Kickin’ It Vegas Style

by patrick everson

It would appear that “7” is indeed a lucky number when it comes to major international rugby finding favor right here in Las Vegas. The USA Sevens Rugby tournament makes its annual stop in Vegas from March 3–5, taking over Sam Boyd Stadium. Amateur rugby competition is scheduled at the adjacent Star Nursery and Silver Bowl fields as well.

Seven players per side, seventh year — and for the first time, a women’s tournament, too, which will field more seven-player squads.

Prior to moving the USA Sevens to Las Vegas, the tournament was held at the Home Depot Center (now StubHub Center) near Los Angeles, then at the cavernous Petco Park in San Diego. The event has proven to be a far better match here, melding the world’s second-largest sport with an international destination.

“When we were looking to relocate, we worked with the Las Vegas Convention and Visitors Authority and Las Vegas Events to bring to Las Vegas a global event in a sport that was growing,” said Rob Cornelius, vice president of business development for Las Vegas-based USA Sevens and United World Sports.
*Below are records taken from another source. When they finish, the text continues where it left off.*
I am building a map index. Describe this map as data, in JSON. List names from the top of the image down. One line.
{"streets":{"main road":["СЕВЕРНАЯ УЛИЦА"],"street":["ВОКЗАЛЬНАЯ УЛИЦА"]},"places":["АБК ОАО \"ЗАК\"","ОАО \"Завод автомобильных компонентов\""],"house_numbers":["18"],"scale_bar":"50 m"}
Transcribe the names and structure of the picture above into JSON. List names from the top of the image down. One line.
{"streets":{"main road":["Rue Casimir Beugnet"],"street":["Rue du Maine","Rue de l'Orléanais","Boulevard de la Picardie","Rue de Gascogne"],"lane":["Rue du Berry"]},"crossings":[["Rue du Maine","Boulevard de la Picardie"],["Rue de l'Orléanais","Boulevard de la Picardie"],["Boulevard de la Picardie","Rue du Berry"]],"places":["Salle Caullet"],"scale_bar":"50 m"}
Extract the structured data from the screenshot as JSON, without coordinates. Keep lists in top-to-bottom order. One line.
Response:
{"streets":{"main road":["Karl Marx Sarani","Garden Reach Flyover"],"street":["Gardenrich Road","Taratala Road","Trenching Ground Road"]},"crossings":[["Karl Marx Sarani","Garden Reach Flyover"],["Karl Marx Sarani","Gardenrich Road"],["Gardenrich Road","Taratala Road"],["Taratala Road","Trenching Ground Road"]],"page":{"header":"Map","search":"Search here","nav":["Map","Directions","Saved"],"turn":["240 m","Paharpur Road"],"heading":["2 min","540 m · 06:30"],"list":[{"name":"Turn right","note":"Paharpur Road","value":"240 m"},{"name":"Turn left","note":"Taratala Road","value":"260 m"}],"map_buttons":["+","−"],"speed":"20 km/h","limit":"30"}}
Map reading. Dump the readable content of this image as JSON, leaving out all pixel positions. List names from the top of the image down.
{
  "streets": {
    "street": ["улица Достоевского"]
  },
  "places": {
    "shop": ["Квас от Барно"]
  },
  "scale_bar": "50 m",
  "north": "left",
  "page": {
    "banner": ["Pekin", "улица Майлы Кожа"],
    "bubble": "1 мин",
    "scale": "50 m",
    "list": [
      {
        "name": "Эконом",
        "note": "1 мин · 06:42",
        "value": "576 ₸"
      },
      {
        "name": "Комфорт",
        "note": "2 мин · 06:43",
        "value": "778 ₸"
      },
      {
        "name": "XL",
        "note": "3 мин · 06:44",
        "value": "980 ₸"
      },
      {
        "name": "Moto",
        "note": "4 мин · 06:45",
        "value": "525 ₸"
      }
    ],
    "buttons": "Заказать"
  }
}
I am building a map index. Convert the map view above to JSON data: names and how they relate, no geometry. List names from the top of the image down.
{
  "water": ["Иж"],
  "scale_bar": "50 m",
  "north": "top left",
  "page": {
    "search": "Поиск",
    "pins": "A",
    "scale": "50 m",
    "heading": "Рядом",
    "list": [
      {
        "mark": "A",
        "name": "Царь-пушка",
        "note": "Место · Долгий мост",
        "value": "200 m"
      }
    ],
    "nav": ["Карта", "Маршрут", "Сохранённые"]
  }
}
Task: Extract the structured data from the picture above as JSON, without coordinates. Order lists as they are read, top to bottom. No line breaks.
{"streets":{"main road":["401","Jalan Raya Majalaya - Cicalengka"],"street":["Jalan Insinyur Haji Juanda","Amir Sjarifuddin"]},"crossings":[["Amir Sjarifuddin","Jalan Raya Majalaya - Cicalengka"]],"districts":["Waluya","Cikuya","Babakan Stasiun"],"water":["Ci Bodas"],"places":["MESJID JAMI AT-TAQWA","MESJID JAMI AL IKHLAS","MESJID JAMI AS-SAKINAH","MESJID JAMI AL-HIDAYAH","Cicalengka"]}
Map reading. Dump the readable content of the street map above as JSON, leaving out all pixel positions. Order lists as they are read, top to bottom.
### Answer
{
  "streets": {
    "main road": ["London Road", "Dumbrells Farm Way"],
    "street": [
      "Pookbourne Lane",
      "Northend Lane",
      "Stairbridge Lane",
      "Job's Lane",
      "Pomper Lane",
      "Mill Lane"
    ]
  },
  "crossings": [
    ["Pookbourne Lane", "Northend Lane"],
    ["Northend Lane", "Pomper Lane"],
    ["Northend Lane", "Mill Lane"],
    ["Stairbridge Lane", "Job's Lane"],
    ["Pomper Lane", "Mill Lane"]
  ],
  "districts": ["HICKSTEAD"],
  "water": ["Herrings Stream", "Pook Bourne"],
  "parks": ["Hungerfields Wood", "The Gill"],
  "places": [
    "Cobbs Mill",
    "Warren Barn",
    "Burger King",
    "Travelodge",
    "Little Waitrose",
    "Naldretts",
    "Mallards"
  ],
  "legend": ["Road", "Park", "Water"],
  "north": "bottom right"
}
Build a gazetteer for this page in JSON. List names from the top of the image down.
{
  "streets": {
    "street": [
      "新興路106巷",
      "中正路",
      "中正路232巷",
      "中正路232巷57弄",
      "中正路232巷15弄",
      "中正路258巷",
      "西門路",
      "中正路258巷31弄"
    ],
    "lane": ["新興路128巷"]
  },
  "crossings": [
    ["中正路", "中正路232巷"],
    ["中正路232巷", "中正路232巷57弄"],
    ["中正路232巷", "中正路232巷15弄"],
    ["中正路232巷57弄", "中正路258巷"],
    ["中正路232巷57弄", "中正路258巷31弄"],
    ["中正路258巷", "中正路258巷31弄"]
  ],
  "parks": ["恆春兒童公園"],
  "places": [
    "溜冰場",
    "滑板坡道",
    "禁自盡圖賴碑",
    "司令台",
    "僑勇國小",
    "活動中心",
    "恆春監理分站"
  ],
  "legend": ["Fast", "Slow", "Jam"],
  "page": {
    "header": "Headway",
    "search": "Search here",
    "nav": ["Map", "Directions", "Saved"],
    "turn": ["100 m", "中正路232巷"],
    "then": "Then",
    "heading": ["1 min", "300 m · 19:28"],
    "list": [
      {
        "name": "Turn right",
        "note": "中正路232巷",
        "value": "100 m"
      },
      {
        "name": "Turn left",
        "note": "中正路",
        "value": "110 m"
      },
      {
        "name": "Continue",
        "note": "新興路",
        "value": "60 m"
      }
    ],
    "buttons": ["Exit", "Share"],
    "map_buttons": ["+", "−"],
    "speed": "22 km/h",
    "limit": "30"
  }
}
“We thought, ‘Let’s look at this and see what we can do. In the first year, we drew the same amount of fans as at Petco Park (24,000). Each year, this event has grown; the sport has grown and is now built into the Olympics. Last year, we had 84,000 (attendees) over the weekend.”

The men’s tournament features 16 teams spanning the globe, including traditional powers Fiji and South Africa, winners of the past four tournaments in Vegas (South Africa, 2013–14; Fiji, 2015–16). Standouts New Zealand, England and Canada are in the mix, and, of course, the United States.

The success of the event is quickly putting it on par with other tournaments on the HSBC Sevens Series.

“There’s 10 stops around the world doing this event, and some are getting over 100,000 fans. “Vegas (ultimately) should be better than that. It’s a global entertainment destination,” Cornelius said.

“We have a very unique opportunity. Vegas gives the excuse to come here, and we need to create the business around it; we need to add other assets that attract even casual fans and non-rugby fans.”

In fact, that’s already happening. If you think the action on the field is impressive, just wait until you see the party in the stands.

“You’ve got fans from 16 countries celebrating the sport; celebrating food, culture, sport, music,” Cornelius said. “They are there to celebrate that international culture, and when you walk around that stadium, you feel it.”

As international as the USA Sevens tournament may be — 95 percent of attendees travel to Las Vegas, including 30 percent from out of the country — it’s also proven to be an outstanding attraction for Las Vegans. And not just for the rugby.

“It’s a great thing for locals, even if you don’t understand or know rugby,” he said. “We have the international food and wine festival, travel and tourism vendors from all the countries. You could go out for the culture event itself and be introduced to rugby.”

And this year, you get the top 12 women’s rugby teams, too. All of them competed in the 2016 Olympics, where Rugby Sevens drew rave reviews for both the men’s and women’s tourneys.

“Having the male and female Olympians coming out of an Olympics where rugby was a huge success … in our city is very unique,” Cornelius said. “The women’s tournament will be here the next three years, as well. We’re very excited about that.”

Events are going on the entire week, including the popular Adopt-A-Country program at various Clark County School District campuses, which are part of USA Sevens’ extensive community outreach. The Parade of Nations takes place on Thursday night, March 2, at Fremont Street Experience and international play runs Friday through Sunday.

“For six to eight hours a day, it is a festival,” Cornelius said. “The rugby is entertainment, but the fans and the culture is the better entertainment piece. We’re trying to create a bucket-list event.”